Researchers at Johns Hopkins Medicine have developed a technique that transports therapeutic stem cells in a multilayer microcapsule that both protects the cells from immune system attack and enables them to be seen in x-ray images. Study results were presented yesterday at a Late-Breaking Emerging Technologies and Innovations session at the American College of Cardiology annual meeting in New Orleans.
The stem cell activity is visible through the use of microcapsules called XCaps. This technique has thus far only been performed in rabbits.
"In acute ischemia, you don't have the luxury of taking stem cells from the body and waiting two to three weeks to culture and expand them in the laboratory," said Dara L. Kraitchman, VMD, PhD, an associate professor of radiology at The Johns Hopkins University School of Medicine in Baltimore. "Ideally, we'd like to be able to take donor cells off the shelf, make them x-ray visible, protect them from the immune system, and deliver them precisely where we want them to be."

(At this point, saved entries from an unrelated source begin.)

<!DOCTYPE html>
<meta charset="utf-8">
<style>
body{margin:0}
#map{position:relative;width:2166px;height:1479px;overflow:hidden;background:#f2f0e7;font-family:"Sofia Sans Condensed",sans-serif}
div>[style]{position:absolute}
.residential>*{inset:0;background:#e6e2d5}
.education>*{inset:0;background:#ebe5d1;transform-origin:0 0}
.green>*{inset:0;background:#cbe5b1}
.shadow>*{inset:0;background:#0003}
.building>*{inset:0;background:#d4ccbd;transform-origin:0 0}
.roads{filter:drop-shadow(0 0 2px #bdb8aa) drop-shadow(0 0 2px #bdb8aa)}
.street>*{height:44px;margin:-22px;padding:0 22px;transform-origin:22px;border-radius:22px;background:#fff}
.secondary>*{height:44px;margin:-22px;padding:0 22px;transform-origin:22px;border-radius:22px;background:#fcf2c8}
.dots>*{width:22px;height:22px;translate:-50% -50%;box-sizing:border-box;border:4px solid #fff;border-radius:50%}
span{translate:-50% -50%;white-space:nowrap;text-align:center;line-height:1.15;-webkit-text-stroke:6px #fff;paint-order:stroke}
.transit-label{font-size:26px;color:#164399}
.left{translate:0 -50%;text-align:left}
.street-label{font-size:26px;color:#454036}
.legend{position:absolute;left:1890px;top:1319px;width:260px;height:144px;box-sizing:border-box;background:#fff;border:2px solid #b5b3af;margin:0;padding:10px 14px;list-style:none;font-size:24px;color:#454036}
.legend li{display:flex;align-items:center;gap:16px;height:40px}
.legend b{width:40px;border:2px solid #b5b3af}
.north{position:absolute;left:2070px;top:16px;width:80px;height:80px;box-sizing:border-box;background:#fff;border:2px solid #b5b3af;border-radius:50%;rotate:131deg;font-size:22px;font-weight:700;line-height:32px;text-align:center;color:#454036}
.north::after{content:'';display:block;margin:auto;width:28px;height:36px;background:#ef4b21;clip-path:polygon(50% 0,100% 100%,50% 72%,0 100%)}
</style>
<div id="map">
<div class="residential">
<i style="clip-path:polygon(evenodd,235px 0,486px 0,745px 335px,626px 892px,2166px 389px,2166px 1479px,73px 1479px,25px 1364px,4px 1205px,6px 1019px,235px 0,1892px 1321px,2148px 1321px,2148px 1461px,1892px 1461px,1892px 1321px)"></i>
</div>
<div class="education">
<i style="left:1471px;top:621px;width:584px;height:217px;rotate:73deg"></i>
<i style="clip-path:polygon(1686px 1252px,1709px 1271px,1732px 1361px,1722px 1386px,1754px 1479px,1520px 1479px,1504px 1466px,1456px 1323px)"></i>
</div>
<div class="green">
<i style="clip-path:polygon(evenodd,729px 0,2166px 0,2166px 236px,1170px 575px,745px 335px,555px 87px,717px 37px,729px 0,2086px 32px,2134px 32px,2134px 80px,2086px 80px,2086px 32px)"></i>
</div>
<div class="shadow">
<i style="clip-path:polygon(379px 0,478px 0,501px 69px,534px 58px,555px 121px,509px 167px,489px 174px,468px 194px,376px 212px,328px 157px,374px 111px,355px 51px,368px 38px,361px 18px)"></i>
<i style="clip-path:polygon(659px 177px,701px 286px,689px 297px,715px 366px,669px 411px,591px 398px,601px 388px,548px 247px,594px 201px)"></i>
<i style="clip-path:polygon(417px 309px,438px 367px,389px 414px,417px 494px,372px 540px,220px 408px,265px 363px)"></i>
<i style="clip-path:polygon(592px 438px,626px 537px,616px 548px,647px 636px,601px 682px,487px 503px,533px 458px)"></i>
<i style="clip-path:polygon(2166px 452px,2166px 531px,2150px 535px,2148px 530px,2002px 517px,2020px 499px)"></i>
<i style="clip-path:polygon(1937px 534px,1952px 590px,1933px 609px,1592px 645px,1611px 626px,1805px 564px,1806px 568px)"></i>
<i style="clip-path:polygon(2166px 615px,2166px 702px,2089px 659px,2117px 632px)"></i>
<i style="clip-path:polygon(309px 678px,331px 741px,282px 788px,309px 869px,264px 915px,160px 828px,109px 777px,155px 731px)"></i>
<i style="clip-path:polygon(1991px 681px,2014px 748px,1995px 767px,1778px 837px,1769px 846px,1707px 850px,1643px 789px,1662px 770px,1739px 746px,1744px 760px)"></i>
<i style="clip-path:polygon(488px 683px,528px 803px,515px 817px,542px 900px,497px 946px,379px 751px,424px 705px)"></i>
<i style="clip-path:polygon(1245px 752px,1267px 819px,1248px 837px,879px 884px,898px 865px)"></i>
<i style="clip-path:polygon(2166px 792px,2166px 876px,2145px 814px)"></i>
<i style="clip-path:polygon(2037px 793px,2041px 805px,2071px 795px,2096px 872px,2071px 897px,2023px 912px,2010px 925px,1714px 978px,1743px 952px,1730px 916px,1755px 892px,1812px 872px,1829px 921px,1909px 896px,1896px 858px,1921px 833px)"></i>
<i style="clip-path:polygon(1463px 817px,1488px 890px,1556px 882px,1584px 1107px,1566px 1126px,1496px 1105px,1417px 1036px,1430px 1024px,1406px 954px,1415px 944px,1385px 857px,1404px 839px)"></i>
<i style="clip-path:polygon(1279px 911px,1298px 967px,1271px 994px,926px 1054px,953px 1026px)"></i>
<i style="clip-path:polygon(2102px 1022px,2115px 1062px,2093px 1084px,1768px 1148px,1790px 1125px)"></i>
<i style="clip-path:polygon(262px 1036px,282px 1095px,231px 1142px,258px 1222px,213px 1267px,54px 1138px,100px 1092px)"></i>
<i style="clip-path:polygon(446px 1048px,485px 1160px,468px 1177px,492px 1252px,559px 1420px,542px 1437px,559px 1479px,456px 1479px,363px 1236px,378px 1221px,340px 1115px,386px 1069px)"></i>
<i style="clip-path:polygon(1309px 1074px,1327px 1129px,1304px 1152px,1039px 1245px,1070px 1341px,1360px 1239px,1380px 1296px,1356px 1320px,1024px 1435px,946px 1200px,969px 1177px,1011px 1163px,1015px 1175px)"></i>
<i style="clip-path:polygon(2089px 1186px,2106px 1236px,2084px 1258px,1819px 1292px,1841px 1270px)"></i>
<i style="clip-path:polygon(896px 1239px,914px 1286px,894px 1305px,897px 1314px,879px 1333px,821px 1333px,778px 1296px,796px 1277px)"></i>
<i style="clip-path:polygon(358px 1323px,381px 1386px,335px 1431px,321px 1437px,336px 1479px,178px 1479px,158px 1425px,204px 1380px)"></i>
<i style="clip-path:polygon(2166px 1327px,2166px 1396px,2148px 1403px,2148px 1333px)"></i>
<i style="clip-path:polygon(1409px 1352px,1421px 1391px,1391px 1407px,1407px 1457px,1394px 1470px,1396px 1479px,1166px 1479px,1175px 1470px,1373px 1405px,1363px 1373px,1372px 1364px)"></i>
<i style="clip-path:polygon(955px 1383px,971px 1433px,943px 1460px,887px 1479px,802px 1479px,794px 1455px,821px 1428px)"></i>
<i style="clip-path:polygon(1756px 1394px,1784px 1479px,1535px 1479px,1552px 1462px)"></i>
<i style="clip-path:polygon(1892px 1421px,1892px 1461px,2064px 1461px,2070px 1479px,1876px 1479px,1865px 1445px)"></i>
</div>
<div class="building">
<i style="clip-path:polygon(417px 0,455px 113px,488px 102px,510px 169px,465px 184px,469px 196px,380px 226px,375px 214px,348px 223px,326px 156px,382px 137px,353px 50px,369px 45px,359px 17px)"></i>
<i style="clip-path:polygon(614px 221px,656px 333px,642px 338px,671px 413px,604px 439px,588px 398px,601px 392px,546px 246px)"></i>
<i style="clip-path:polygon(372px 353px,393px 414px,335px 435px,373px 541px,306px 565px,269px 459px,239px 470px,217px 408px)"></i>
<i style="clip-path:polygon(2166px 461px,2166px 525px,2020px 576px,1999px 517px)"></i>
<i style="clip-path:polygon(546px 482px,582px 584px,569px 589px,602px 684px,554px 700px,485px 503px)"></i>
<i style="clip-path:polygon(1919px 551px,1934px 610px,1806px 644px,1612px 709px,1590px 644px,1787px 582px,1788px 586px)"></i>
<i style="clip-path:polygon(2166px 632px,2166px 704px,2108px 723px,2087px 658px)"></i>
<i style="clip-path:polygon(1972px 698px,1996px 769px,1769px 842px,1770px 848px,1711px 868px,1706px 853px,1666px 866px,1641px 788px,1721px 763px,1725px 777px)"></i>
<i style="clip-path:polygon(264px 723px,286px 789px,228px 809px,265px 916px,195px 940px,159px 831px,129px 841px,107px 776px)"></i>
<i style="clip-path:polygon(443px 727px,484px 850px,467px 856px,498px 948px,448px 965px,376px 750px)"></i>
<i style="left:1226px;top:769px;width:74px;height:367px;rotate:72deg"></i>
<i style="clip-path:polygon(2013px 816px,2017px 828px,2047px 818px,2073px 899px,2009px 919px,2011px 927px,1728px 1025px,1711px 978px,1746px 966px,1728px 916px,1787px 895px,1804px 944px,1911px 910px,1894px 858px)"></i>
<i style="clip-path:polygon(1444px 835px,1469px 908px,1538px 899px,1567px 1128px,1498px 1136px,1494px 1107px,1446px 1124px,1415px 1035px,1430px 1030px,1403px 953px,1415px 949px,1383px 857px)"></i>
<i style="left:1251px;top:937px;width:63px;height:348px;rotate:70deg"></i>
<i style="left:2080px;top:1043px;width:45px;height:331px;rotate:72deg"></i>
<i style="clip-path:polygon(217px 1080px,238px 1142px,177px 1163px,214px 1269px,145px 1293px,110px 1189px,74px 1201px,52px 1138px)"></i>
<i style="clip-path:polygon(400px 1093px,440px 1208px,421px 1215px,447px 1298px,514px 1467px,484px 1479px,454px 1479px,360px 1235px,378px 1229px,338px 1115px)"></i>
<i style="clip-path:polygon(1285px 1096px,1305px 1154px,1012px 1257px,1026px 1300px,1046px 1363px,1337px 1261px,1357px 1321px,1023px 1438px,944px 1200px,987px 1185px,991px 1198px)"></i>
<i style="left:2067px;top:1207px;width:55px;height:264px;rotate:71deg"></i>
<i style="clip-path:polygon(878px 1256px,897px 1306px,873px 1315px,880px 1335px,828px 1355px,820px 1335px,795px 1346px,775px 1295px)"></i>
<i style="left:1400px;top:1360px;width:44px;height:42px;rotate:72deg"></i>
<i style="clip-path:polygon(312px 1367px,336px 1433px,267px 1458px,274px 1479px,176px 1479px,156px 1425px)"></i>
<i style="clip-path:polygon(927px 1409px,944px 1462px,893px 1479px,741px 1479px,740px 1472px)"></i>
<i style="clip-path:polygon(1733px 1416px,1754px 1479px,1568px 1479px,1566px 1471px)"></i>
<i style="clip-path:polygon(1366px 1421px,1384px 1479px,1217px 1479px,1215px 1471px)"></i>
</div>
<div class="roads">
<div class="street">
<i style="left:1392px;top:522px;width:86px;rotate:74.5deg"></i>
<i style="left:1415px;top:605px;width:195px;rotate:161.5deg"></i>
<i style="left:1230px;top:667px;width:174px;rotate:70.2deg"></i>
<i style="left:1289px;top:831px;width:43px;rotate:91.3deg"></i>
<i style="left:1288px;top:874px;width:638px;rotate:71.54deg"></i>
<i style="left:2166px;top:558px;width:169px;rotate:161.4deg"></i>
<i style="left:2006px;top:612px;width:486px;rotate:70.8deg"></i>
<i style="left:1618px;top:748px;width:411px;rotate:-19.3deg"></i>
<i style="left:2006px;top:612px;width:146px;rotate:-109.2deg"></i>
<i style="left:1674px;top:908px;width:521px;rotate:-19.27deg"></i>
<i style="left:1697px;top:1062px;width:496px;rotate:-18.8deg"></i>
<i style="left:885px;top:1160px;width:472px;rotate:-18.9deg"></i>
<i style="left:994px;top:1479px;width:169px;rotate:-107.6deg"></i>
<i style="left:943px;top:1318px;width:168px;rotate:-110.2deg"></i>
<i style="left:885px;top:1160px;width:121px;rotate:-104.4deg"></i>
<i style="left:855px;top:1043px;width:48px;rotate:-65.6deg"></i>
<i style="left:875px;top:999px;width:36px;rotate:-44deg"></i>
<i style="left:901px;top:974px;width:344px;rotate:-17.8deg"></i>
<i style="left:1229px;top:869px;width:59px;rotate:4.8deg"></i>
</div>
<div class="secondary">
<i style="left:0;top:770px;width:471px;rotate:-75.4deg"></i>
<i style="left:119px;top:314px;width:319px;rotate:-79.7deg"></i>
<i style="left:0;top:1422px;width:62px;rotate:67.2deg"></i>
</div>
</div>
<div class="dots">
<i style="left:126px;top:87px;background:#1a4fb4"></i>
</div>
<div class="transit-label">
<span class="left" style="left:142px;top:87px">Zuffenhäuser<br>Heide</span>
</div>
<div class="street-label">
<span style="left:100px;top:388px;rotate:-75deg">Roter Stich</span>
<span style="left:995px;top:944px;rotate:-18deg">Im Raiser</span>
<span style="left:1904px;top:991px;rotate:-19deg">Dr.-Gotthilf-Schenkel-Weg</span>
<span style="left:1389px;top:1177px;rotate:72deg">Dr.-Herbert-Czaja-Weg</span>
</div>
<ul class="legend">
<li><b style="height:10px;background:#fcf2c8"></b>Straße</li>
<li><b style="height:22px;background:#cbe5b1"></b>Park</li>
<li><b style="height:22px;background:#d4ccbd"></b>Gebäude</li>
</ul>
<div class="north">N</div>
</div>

The XCaps are coated with alginate, a compound that provokes little immune response; barium a contrast agent; and poly-L-lysine, which holds the microcapsule together.
The researchers replicated the effects of severe peripheral arterial disease in 13 female rabbits by inserting a platinum coil in the artery supplying blood to the hind limbs of the animals. The rabbits were then injected with the caps in various scenarios. XCaps were visible on X-ray both immediately after injection and at two weeks, allowing the researchers to monitor the delivery and disposition of the XCaps.
"The nice thing about XCaps is that you can see each individual capsule very clearly on x-ray," said Dr. Kenyatta Cosby, a postdoctoral fellow at Johns Hopkins. "We also observed no accumulation of fibrous material around the capsules, which suggests a minimal immune response."
“Since XCaps can be made using FDA-approved clinical-grade compounds, they represent the first potentially biocompatible therapy that will enable X-ray visualization of stem cells to assist in targeting cellular therapeutics,” Kraitchman said.